If a line below contains the word "roads", count it; give only the total.
========
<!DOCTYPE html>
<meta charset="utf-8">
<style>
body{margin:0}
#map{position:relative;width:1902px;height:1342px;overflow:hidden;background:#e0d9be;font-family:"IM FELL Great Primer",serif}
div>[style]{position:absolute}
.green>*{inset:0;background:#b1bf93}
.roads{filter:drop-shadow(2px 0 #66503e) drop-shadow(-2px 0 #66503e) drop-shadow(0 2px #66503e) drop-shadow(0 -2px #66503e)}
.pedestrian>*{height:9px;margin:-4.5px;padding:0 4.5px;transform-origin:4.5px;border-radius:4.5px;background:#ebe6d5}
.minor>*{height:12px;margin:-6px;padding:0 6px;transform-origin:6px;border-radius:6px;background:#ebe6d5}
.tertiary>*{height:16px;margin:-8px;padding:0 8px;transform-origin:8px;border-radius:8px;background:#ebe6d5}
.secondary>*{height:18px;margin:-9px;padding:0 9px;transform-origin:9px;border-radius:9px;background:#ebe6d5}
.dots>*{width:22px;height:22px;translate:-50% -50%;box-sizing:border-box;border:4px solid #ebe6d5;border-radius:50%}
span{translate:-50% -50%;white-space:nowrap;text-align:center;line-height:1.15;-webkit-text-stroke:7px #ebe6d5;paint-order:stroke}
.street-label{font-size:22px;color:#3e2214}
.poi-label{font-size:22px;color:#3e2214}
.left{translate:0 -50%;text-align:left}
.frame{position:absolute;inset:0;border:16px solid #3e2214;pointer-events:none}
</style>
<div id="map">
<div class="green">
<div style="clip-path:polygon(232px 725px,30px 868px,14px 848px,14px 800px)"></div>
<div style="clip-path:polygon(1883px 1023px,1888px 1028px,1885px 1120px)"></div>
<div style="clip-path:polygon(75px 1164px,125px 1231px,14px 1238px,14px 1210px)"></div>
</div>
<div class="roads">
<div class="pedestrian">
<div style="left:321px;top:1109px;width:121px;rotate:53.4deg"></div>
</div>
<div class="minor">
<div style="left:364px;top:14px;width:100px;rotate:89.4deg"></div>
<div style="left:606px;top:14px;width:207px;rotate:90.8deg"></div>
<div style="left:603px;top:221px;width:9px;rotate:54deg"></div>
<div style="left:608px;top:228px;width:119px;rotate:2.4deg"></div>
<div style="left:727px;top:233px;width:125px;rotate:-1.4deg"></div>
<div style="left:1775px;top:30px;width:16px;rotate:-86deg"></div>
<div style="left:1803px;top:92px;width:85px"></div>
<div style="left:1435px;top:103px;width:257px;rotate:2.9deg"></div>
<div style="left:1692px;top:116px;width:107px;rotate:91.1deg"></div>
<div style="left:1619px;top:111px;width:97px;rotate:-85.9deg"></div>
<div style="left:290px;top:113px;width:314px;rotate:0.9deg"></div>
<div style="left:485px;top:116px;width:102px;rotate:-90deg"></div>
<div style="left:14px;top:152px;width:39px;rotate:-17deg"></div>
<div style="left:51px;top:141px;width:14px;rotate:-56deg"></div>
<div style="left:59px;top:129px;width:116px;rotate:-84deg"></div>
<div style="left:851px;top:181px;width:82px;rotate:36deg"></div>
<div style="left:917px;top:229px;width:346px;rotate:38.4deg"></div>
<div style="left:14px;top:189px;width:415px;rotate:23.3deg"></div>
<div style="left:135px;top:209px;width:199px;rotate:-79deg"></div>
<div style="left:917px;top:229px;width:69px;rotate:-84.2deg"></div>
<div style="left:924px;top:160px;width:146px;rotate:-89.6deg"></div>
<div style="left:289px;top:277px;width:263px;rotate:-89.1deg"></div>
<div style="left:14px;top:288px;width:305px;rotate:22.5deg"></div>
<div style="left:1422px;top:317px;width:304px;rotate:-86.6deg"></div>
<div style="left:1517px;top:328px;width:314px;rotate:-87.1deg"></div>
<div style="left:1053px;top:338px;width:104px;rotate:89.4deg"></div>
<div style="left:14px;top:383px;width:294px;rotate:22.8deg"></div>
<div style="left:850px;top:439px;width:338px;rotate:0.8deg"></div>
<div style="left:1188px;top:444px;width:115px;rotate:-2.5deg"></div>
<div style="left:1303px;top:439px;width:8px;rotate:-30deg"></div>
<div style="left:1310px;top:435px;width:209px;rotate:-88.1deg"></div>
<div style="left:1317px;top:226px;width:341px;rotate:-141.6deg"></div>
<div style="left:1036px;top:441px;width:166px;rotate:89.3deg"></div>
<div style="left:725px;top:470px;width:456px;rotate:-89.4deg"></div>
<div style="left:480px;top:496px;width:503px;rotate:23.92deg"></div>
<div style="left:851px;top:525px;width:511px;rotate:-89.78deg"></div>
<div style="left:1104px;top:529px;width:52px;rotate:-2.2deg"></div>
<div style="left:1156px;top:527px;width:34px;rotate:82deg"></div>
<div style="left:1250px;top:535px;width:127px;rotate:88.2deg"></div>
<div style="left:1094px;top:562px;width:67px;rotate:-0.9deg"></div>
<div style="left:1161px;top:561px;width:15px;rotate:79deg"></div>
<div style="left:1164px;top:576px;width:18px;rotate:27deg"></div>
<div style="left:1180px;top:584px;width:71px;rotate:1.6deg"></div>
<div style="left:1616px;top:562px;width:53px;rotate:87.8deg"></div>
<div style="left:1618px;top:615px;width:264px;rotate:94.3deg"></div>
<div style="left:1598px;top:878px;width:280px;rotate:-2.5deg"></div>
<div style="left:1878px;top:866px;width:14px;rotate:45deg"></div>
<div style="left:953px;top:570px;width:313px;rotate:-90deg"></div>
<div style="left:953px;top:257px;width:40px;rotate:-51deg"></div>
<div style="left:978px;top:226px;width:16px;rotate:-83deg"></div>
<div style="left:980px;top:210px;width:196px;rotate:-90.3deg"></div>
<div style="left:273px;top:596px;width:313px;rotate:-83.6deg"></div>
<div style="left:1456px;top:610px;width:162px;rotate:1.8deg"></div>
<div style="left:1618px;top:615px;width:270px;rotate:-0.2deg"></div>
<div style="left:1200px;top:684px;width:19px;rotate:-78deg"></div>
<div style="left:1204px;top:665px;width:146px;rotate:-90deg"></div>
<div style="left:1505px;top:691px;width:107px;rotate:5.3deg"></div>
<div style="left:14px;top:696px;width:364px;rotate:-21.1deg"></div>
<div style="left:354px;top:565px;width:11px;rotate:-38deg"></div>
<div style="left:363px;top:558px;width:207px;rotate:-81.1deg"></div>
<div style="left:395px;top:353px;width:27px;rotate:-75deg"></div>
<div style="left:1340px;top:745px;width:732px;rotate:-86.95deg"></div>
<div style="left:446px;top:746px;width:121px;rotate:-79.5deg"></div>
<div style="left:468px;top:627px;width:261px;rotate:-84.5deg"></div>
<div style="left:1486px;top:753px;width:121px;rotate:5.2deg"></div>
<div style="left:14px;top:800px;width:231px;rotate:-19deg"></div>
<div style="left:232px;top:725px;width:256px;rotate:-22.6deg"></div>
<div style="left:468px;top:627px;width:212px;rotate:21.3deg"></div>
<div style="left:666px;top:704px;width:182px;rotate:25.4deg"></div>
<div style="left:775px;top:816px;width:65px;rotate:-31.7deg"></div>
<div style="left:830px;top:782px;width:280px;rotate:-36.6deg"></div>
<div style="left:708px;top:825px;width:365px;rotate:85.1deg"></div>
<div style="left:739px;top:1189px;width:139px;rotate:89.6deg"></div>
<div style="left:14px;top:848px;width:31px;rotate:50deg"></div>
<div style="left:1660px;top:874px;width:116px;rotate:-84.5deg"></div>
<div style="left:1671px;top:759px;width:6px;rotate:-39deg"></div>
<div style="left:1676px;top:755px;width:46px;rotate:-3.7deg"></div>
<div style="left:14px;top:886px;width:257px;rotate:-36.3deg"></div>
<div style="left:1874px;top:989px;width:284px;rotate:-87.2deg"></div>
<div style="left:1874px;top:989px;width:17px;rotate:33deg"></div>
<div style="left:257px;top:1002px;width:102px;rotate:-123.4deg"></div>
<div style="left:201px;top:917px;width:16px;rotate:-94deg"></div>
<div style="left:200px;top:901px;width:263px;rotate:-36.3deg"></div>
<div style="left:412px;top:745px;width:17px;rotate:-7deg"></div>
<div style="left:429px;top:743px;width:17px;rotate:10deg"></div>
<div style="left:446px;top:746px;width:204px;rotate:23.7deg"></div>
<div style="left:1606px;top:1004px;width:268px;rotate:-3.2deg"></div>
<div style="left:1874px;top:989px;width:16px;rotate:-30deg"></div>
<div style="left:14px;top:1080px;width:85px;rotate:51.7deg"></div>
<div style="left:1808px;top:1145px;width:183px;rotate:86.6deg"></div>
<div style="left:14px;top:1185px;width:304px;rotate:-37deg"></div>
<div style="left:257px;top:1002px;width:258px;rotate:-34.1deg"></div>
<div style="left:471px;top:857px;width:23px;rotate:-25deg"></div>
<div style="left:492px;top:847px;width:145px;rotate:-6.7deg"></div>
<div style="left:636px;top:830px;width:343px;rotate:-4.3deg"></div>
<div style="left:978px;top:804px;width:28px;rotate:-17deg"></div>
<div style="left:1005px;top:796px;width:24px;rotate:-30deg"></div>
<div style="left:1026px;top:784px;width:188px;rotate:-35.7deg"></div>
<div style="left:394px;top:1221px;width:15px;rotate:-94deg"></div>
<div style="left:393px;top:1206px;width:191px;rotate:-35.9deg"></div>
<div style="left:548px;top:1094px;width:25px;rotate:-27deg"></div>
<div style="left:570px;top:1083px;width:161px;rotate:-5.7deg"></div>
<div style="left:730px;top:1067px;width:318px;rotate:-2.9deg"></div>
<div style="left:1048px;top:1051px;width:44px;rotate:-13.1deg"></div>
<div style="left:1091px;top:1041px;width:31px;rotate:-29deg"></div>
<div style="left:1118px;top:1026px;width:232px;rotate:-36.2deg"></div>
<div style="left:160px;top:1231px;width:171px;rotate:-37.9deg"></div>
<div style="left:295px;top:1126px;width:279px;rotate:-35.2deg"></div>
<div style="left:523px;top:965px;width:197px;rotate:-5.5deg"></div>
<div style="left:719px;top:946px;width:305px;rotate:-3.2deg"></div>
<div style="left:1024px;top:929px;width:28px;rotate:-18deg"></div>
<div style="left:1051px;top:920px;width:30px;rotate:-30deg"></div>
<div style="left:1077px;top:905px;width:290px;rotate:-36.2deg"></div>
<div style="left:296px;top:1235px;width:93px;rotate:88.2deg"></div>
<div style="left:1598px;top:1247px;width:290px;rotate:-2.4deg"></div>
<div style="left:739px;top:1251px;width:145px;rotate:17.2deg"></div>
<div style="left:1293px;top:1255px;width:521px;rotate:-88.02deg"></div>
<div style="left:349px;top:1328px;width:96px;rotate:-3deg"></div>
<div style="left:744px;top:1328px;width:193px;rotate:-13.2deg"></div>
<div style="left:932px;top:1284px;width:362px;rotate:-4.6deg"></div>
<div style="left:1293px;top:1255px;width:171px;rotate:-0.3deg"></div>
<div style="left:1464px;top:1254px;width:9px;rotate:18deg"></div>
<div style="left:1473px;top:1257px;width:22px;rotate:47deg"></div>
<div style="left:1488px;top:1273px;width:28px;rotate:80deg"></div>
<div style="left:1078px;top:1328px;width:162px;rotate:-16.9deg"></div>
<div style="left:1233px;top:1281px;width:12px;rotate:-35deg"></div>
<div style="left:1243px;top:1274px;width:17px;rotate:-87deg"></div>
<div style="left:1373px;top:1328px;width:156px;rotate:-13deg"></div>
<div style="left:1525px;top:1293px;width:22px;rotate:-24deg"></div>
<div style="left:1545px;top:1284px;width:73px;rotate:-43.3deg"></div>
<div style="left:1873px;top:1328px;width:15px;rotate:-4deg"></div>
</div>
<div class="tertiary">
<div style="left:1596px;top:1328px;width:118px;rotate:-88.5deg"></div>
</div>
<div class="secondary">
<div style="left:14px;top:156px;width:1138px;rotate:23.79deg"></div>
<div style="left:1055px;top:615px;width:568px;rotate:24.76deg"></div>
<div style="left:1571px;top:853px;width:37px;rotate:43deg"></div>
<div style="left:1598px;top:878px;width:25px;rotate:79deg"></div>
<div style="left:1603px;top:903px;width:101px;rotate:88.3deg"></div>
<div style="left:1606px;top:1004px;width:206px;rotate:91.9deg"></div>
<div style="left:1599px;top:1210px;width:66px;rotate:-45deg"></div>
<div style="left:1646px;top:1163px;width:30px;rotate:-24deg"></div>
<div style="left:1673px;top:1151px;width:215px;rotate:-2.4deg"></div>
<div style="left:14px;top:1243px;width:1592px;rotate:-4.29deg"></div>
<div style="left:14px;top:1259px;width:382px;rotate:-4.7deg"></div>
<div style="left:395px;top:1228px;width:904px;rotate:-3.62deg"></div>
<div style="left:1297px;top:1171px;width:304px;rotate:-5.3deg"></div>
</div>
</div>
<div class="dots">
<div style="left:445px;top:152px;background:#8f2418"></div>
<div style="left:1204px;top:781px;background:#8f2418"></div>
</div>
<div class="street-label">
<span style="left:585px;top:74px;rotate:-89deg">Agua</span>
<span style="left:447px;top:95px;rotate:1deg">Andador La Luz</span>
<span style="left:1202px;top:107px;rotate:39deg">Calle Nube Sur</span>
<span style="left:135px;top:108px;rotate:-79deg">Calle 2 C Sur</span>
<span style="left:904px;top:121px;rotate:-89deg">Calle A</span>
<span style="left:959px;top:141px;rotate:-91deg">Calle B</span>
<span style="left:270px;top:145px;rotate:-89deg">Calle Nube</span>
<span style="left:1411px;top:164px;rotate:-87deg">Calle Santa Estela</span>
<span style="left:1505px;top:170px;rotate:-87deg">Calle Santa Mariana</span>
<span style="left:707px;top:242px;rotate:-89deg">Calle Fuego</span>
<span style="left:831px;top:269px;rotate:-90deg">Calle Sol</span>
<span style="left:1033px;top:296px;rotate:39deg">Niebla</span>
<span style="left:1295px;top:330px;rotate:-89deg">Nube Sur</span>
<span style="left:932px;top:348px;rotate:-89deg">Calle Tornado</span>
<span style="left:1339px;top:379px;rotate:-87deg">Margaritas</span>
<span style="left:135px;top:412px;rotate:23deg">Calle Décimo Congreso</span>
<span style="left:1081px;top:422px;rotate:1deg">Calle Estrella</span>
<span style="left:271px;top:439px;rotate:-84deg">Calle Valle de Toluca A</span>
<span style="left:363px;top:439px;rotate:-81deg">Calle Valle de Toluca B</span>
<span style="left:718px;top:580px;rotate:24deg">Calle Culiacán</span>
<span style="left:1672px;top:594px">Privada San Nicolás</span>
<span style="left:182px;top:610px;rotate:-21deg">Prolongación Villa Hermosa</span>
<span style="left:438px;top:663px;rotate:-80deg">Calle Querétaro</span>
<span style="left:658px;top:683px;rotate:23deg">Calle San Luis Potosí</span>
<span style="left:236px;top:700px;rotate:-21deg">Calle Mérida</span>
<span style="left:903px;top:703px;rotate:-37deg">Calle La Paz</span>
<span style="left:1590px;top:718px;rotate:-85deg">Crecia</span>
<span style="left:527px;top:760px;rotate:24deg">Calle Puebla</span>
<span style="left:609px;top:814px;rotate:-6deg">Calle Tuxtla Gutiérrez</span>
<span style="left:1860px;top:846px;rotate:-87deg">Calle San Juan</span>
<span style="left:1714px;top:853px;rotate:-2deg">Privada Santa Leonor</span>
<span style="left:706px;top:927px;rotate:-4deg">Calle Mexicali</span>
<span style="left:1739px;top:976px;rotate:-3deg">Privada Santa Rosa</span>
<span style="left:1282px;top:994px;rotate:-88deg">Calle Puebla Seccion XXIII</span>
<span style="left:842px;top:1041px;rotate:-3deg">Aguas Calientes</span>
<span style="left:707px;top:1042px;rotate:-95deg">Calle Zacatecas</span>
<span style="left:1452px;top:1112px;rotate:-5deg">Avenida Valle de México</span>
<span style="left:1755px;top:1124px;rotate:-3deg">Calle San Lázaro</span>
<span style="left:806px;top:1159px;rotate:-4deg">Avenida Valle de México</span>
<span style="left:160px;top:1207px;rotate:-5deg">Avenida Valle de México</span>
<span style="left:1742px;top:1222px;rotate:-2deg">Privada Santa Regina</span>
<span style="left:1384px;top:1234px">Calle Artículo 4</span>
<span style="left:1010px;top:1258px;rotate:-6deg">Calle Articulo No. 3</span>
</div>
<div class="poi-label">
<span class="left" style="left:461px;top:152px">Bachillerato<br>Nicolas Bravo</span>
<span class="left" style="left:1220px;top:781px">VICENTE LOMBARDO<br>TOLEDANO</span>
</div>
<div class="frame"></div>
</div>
========
Output for this task
2